There is a built-in ordered one-way chain or queue, which establishes a sequence before and after the timeout time. The earliest timeout object is placed at the beginning, and the internal thread starts to check each time from the first queue or chain, if timeout is found, the processing continues. When no timeout is found, the time interval between the object and the timeout time is obtained, and then the time interval is suspended. Any data is added during this period. If the timeout time is less than the timeout time of the first object in the queue, join the queue and wake up the check thread (remember not to reverse the order, first join the queue and then wake up ). Finally, add a consumer producer ID to prevent empty queues, so that no empty loop is allowed.

 

 

Contact Us

The content source of this page is from Internet, which doesn't represent Alibaba Cloud's opinion; products and services mentioned on that page don't have any relationship with Alibaba Cloud.

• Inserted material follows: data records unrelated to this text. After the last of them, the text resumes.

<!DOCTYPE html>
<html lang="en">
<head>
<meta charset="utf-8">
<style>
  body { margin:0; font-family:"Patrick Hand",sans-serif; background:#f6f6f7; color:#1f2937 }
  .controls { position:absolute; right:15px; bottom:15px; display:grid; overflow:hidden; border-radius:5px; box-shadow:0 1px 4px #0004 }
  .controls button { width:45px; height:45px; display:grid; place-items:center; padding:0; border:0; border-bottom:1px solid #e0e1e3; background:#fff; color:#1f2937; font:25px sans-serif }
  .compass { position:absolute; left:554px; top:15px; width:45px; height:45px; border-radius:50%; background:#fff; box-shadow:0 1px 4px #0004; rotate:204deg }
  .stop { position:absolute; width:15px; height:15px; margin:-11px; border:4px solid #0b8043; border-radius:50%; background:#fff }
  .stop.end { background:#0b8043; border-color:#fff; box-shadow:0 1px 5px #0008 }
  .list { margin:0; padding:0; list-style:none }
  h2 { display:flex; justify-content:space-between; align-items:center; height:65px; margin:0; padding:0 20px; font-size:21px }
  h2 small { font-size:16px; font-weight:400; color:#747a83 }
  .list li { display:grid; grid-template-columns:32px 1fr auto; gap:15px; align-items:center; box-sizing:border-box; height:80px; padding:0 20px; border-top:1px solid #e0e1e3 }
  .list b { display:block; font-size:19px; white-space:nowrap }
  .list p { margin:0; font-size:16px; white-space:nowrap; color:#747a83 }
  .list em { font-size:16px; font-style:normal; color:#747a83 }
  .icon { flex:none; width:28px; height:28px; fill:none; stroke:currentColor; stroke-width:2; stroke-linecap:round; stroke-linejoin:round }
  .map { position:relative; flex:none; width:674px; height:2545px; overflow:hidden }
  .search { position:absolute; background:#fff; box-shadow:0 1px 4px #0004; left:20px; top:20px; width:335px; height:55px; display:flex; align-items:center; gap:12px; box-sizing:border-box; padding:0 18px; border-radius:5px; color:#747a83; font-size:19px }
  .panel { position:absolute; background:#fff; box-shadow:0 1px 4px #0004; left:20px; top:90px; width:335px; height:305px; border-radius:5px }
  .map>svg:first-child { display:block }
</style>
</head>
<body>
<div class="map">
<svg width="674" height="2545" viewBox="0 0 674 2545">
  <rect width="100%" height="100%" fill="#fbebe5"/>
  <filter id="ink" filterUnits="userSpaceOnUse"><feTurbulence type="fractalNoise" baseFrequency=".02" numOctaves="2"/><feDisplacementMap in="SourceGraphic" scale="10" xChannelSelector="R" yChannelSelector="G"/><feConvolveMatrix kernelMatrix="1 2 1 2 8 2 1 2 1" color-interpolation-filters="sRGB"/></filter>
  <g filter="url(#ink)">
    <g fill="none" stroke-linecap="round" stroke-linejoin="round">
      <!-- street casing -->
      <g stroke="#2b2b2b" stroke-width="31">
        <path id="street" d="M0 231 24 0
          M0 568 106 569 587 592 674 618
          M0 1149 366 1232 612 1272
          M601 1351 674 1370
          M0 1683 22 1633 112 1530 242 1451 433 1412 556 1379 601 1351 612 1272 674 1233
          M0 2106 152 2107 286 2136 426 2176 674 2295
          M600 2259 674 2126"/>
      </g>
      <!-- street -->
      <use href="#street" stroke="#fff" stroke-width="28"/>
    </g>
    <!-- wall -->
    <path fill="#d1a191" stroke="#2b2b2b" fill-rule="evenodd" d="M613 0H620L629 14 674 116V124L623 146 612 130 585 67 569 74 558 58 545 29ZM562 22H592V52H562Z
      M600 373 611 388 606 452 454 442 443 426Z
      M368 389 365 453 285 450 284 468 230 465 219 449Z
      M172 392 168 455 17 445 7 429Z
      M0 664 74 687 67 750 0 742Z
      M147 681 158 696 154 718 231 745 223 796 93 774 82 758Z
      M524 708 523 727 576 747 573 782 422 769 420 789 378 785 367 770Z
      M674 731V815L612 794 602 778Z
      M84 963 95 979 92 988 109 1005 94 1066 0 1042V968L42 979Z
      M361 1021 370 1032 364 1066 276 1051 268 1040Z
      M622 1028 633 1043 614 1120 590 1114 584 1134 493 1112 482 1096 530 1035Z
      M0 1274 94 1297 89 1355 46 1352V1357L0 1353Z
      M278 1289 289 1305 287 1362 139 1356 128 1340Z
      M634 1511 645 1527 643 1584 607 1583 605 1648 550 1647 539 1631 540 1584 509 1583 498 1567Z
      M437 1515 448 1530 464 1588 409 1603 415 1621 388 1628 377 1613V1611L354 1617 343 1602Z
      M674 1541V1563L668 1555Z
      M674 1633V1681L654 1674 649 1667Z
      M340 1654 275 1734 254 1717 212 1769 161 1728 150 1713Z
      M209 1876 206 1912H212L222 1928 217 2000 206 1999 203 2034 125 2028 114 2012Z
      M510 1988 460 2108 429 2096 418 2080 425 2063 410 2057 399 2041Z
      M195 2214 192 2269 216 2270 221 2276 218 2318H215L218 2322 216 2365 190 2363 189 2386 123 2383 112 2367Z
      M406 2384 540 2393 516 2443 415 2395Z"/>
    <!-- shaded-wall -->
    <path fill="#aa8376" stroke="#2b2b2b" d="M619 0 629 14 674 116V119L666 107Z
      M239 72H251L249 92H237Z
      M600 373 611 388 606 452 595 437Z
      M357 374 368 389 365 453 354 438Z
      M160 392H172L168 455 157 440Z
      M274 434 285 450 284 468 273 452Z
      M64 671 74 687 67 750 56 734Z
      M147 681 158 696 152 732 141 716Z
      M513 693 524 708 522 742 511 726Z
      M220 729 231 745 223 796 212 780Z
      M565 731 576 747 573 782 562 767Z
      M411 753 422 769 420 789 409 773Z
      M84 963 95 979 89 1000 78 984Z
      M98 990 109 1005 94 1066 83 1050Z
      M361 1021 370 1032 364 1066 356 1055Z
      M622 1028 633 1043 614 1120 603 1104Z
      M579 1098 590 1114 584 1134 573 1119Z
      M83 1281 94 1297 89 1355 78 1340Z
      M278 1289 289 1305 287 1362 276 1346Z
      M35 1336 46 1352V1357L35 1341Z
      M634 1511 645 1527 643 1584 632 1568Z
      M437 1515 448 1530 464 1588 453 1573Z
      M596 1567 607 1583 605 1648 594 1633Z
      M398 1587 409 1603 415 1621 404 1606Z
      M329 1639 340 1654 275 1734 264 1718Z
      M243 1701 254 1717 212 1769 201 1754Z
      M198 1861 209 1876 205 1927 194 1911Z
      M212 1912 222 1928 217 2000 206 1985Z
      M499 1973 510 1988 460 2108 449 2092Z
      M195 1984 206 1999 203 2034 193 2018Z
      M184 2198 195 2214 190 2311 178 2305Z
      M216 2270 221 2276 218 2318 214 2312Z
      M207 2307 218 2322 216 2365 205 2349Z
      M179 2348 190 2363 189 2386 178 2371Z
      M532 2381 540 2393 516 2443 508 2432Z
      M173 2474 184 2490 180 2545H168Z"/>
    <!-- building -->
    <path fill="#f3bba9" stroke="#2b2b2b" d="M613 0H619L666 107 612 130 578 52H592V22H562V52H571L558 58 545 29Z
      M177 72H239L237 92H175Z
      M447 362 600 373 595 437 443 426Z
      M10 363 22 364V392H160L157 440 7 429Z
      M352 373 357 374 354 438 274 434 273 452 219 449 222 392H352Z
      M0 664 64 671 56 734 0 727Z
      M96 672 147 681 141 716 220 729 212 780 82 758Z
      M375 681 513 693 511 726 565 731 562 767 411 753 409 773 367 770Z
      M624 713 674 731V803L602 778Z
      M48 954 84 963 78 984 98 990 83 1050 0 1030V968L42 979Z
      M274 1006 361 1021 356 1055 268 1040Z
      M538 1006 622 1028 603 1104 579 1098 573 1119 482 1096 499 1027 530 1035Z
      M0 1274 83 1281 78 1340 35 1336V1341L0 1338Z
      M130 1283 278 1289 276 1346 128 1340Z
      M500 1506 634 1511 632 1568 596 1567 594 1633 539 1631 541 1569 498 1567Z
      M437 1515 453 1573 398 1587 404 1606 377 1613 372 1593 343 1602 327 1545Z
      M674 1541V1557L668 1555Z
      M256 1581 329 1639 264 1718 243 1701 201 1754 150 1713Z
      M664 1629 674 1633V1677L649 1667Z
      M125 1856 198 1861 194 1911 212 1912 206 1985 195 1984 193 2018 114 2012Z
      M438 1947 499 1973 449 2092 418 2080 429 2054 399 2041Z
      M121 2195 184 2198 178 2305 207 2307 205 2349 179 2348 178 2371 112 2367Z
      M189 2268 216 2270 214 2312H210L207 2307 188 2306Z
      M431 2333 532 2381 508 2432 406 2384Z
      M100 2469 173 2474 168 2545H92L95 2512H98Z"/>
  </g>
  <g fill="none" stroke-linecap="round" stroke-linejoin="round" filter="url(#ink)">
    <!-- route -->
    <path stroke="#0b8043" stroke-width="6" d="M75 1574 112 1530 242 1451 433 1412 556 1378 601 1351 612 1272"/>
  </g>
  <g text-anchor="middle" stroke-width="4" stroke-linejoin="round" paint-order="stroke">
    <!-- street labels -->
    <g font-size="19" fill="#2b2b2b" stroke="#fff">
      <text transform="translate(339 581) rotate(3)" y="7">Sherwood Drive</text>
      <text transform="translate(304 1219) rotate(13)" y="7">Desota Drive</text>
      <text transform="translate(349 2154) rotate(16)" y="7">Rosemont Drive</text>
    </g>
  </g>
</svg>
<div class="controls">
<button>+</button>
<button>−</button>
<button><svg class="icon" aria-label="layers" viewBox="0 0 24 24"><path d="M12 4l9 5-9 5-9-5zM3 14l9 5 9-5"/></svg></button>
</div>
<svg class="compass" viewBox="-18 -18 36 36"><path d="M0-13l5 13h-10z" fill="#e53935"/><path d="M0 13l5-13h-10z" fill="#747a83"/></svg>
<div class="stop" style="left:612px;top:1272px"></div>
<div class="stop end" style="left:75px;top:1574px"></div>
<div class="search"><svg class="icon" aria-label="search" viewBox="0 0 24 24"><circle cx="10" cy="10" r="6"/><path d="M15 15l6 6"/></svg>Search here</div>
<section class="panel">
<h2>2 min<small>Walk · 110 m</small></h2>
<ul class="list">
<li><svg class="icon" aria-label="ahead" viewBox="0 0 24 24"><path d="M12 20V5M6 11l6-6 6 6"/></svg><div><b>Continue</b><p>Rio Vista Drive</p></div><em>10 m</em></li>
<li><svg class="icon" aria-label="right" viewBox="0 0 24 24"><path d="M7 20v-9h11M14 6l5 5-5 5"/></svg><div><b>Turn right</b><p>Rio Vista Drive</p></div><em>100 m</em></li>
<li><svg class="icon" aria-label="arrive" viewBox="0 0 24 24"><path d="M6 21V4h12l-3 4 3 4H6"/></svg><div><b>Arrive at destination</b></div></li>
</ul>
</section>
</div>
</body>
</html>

If the content of the page makes you feel confusing, please write us an email, we will handle the problem within 5 days after receiving your email.

If you find any instances of plagiarism from the community, please send an email to: info-contact@alibabacloud.com and provide relevant evidence. A staff member will contact you within 5 working days.

A Free Trial That Lets You Build Big!

Start building with 50+ products and up to 12 months usage for Elastic Compute Service

  • Sales Support

    1 on 1 presale consultation

  • After-Sales Support

    24/7 Technical Support 6 Free Tickets per Quarter Faster Response

  • Alibaba Cloud offers highly flexible support services tailored to meet your exact needs.